According to a report by Chico Environmental Science and Planning, eight soil samples were gathered on Feb. 27 and March 20 of this year—four from just outside the perimeter of the POPI plant and four others between 1 and 2 miles away, based upon prevailing wind patterns.
The highest level—83.8 parts per trillion (levels of 40 ppt and higher are considered unhealthful by the World Health Organization)—was found about a mile south of the plant near Lincoln Boulevard and Ophir Road.
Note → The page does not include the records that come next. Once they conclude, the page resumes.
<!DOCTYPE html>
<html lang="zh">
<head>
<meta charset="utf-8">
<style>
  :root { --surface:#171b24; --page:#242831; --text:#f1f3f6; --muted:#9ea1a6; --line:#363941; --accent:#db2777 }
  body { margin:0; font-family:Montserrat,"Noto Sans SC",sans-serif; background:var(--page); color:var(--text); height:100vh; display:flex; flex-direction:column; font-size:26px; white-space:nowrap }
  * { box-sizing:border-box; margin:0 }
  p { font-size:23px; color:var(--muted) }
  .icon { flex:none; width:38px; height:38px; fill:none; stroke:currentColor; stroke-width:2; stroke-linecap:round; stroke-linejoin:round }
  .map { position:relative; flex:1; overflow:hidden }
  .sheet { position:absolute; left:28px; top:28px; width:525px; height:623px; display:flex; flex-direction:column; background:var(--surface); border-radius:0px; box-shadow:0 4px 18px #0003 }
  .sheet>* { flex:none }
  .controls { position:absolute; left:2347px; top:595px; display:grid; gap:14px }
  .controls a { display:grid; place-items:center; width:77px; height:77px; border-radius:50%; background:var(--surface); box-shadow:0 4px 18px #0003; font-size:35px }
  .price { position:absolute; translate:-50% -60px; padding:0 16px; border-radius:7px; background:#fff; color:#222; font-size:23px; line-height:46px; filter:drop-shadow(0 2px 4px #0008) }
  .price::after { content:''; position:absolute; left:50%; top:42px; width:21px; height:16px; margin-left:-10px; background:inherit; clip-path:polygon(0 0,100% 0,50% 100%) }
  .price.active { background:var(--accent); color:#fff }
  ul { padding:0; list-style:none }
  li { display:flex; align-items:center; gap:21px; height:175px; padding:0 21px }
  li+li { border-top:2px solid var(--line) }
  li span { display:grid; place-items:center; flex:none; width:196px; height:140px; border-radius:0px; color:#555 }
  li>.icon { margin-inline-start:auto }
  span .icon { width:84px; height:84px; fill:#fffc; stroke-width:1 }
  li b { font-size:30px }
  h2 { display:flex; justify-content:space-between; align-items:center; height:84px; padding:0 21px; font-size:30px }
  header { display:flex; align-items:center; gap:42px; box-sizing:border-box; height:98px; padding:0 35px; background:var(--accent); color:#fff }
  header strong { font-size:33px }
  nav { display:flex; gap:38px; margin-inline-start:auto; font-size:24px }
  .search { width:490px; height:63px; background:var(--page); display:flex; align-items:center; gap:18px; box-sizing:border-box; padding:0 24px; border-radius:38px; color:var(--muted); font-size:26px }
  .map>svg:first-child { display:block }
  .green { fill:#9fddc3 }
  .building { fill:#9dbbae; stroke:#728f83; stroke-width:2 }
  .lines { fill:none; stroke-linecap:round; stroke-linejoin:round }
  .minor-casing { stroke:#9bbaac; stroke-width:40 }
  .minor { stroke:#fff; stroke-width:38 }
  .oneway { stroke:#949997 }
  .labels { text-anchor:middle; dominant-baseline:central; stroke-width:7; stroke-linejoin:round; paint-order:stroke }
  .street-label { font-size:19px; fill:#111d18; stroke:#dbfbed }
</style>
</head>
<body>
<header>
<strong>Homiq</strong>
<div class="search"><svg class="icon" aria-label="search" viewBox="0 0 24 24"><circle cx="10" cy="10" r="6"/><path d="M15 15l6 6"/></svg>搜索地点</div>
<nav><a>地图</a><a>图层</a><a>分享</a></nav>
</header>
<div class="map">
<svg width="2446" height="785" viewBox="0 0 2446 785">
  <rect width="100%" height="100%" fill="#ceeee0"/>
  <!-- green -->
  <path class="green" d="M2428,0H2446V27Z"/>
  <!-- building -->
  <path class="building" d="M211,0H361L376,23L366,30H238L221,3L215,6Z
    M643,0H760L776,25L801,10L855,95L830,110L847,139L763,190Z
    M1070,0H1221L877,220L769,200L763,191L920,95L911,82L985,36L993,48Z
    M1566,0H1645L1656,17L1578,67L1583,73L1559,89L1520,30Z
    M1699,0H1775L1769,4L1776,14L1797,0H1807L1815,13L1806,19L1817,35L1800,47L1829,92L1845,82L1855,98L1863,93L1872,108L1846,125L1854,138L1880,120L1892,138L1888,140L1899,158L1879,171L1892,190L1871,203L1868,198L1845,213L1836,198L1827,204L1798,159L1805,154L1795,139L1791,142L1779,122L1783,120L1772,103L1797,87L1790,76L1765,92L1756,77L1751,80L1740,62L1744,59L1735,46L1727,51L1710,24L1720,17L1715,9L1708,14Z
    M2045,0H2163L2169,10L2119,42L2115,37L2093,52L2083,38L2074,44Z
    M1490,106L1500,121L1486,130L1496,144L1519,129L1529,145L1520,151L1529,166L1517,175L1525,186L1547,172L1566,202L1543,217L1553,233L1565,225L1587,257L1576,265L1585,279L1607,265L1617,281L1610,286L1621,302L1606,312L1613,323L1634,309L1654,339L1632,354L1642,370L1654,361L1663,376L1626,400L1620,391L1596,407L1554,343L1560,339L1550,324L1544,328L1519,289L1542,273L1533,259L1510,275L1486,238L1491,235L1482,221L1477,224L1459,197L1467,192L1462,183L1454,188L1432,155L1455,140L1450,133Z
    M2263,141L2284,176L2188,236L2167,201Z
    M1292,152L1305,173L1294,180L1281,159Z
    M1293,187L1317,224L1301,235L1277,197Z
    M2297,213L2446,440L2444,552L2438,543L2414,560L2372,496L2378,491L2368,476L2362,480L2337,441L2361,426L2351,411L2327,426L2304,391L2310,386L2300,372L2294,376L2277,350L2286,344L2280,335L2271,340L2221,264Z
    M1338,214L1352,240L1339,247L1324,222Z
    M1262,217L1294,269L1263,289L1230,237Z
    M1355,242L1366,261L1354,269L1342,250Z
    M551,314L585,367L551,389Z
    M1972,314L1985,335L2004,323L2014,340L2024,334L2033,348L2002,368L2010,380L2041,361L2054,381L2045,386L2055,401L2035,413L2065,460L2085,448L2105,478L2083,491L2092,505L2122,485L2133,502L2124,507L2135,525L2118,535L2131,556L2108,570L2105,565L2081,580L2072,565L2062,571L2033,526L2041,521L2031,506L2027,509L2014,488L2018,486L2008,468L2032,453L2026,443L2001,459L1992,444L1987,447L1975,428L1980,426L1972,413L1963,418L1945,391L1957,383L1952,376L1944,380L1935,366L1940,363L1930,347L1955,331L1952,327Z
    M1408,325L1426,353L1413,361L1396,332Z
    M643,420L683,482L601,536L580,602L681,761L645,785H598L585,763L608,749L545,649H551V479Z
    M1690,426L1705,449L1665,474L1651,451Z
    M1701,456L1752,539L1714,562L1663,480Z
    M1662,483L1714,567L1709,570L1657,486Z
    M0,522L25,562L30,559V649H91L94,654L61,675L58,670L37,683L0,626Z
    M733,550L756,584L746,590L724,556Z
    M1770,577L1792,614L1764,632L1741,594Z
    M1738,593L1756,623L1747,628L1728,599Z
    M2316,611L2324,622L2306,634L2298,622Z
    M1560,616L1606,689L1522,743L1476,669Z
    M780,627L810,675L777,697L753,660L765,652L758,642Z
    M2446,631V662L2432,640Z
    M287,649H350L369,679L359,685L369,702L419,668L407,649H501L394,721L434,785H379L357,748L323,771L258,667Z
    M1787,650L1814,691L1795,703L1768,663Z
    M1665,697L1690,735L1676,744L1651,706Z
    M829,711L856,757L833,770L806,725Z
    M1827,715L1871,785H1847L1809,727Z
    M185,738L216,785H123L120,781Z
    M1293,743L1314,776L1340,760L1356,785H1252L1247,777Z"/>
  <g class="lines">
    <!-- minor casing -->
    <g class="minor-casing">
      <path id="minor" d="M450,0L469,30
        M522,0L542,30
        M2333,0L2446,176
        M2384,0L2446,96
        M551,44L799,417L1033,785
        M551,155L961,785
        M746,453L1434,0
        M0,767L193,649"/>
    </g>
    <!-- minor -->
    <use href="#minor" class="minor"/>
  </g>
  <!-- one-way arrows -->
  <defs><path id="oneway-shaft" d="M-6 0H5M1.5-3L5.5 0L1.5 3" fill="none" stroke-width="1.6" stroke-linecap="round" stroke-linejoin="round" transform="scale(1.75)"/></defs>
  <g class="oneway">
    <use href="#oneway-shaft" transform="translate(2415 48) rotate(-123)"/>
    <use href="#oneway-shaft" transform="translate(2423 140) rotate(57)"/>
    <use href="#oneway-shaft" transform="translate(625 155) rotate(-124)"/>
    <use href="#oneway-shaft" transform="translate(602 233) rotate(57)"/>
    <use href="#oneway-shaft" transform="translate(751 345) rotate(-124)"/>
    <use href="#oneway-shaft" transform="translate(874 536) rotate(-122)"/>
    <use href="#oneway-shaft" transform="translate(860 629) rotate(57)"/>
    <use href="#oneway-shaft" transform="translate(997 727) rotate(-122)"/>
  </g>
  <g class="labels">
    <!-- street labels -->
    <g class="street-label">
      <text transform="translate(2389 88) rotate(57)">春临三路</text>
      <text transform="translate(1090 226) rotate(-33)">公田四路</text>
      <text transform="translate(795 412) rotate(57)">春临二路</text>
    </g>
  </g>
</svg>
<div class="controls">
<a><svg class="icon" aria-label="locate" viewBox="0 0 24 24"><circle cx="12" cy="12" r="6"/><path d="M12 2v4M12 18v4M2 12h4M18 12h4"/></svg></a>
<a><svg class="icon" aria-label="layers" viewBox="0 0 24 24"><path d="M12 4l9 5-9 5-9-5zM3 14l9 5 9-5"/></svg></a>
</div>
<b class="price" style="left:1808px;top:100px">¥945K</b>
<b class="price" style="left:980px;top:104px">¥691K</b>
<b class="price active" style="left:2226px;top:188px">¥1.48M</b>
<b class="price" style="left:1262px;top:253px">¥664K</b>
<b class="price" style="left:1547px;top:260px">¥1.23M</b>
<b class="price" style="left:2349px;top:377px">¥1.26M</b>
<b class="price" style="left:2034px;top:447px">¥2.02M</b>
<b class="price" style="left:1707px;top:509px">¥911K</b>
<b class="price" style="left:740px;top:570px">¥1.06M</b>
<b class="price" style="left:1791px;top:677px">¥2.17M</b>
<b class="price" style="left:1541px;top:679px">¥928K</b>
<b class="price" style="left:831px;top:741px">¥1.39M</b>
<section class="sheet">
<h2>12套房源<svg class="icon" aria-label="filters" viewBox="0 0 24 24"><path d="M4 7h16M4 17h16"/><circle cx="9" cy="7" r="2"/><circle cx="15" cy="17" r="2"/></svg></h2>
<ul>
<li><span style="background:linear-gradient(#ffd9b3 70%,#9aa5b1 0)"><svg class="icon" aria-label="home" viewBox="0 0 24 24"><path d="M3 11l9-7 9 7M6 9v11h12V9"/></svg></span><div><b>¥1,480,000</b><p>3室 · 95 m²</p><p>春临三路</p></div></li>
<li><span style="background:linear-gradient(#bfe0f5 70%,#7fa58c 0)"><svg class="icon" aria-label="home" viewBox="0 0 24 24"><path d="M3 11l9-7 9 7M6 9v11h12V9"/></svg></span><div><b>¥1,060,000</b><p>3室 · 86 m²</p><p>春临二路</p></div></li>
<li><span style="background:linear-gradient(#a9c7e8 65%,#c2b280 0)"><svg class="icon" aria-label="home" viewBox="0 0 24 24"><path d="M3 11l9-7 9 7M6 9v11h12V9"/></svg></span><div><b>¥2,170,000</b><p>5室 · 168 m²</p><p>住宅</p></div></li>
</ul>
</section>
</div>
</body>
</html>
Other offsite samples turned up 17.2 ppt north of the site at 20th Street and Nelson Avenue, 27.7 ppt along Ophir Road about 2 miles south of the POPI site, and 46 ppt near Oroville Dam Boulevard and Highway 70.
John Lane, the owner and principal soils scientist for Chico Environmental, writes in the report’s conclusion that because samples show elevated levels of dioxins and furans (contaminants associated with dioxins) both at the POPI plant and throughout the Oroville area, more sampling is needed.
“With such limited data, it cannot be determined if observed soil dioxin levels are a result of cogeneration activities at the POPI facility,” Lane wrote.
POPI, which initially burned scraps of wood from forestry operations to create electricity, began using “urban waste” as the timber industry slowed down. That waste included demolished buildings trucked to the North State from the Bay Area.
Tests showed that resulting ash contained dioxins, including a huge pile of ash that sat for three years off Hicks Lane in north Chico before it was recently hauled away to a landfill in Wheatland. Ash from the plant has also been used as a soil amendment in an orchard off Shippee Road in Durham and in corn fields in the Glenn County community of Artois.
Offsite tests near the Durham orchard also ranged from dioxin levels of 17.4 ppt to 29.4 ppt. Those tests were taken on neighboring land that receives runoff from the orchard. A test on adjacent land that does not receive runoff showed a level of 0.96 ppt.